**TASK BRIEF**
Filter the records down to the lines that hold the word "highway", and copy each of those lines.

**DATA FOR ANALYSIS**
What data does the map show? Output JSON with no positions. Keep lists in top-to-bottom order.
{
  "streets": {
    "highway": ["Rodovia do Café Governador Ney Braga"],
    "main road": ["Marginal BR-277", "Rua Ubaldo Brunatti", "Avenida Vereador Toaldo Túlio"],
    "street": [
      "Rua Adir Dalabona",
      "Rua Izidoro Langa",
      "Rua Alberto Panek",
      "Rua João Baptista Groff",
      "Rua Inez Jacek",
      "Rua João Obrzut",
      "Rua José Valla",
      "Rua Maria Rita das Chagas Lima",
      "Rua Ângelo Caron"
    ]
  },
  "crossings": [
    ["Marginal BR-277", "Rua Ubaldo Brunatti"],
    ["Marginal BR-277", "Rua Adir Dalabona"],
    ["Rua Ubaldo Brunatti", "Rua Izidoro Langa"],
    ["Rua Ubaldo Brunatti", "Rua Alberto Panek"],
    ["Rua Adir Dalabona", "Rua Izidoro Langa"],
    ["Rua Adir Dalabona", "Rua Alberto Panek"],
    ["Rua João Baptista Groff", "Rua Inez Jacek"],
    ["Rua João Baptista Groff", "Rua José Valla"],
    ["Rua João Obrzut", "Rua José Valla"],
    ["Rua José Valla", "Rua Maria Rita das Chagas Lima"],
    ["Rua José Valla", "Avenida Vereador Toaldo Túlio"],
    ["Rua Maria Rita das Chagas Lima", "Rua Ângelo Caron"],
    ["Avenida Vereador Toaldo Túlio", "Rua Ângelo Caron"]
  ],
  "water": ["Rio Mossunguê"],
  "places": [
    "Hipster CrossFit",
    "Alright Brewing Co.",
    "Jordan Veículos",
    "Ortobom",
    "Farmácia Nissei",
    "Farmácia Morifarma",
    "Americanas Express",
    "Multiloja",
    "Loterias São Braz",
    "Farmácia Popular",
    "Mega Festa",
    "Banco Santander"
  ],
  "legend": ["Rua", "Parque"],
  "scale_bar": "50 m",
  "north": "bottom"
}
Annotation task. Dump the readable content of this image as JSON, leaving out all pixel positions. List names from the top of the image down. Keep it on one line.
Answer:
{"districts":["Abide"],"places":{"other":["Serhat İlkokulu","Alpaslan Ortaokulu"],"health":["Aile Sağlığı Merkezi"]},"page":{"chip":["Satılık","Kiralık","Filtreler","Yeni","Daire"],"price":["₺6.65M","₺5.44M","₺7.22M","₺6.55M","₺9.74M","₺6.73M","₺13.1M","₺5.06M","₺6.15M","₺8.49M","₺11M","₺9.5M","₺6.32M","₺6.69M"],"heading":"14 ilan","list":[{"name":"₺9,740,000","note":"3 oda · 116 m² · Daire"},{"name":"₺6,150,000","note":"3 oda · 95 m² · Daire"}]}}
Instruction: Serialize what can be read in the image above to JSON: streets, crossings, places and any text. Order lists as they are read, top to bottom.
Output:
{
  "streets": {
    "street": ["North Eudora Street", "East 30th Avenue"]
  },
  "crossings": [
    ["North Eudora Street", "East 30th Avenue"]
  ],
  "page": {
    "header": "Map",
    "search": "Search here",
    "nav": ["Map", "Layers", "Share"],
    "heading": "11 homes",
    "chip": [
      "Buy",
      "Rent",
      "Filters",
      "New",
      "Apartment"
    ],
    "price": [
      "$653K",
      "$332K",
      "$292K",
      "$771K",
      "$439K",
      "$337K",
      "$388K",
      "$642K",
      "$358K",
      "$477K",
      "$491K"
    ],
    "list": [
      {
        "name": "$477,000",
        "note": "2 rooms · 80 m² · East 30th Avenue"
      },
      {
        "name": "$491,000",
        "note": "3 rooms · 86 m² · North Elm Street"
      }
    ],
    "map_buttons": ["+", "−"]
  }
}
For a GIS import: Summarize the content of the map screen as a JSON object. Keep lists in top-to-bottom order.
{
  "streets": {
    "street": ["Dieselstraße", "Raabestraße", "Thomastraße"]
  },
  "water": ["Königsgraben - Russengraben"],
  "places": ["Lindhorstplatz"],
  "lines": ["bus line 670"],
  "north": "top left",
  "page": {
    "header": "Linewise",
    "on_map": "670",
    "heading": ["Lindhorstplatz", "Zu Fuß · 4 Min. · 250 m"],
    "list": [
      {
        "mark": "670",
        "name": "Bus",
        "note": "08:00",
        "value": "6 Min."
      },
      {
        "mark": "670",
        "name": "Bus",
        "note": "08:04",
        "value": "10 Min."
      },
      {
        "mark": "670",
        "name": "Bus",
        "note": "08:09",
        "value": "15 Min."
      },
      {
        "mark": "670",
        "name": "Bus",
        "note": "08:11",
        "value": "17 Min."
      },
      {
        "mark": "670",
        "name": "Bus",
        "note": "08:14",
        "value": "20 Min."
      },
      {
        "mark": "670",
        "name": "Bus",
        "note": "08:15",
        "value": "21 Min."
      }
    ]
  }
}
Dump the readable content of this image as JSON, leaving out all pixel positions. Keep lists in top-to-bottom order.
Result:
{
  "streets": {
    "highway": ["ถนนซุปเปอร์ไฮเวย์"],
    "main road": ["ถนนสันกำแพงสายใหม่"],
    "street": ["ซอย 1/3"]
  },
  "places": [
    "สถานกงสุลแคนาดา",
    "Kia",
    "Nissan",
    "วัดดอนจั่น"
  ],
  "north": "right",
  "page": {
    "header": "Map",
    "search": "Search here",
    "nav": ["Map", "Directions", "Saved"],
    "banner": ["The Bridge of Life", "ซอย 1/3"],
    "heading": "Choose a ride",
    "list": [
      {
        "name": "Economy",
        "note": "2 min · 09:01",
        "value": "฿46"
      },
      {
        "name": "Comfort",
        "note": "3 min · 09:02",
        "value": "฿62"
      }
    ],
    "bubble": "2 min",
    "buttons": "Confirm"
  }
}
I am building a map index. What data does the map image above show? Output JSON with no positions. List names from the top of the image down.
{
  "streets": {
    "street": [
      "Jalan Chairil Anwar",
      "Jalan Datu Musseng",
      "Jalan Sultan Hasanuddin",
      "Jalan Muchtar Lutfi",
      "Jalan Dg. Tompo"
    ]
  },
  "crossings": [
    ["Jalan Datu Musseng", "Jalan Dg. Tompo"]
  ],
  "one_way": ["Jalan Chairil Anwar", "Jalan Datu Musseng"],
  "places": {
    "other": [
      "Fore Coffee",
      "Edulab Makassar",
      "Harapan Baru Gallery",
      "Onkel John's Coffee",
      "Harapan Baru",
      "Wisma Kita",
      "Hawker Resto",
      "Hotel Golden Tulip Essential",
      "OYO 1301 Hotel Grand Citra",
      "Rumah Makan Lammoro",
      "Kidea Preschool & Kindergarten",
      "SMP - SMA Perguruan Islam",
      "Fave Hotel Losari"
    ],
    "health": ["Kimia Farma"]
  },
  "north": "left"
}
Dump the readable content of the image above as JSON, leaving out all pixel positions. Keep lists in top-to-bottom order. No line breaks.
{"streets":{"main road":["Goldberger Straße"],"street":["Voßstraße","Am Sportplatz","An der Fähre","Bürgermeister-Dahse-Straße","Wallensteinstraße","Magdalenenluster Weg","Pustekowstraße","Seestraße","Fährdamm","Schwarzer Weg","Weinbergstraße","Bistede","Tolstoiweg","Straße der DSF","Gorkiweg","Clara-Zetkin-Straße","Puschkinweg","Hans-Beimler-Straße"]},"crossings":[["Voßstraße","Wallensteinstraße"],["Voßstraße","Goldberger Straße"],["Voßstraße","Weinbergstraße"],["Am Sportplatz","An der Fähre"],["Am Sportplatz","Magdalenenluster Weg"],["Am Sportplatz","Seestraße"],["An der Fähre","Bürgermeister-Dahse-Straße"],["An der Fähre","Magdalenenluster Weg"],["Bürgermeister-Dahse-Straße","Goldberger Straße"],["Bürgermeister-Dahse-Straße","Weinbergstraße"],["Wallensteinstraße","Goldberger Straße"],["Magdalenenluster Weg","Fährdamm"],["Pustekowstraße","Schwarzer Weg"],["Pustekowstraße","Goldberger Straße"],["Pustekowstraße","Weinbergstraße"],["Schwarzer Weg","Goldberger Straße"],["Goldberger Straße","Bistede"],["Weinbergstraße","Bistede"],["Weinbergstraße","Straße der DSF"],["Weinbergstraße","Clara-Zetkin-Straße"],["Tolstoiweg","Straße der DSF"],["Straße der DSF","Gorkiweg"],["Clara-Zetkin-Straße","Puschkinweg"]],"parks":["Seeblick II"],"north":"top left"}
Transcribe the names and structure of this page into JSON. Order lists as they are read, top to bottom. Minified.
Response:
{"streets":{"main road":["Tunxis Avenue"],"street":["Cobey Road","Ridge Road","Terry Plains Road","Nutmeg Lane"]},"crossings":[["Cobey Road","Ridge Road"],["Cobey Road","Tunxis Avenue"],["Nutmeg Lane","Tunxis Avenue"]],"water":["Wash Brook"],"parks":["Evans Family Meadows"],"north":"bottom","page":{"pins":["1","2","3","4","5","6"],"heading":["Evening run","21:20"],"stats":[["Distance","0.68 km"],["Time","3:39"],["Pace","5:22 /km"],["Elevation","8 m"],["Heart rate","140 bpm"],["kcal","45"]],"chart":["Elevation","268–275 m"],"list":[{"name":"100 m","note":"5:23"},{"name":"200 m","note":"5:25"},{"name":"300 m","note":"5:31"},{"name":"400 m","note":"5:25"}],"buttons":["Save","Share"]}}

**EXERCISE RESULT**
    "highway": ["Rodovia do Café Governador Ney Braga"],
    "highway": ["ถนนซุปเปอร์ไฮเวย์"],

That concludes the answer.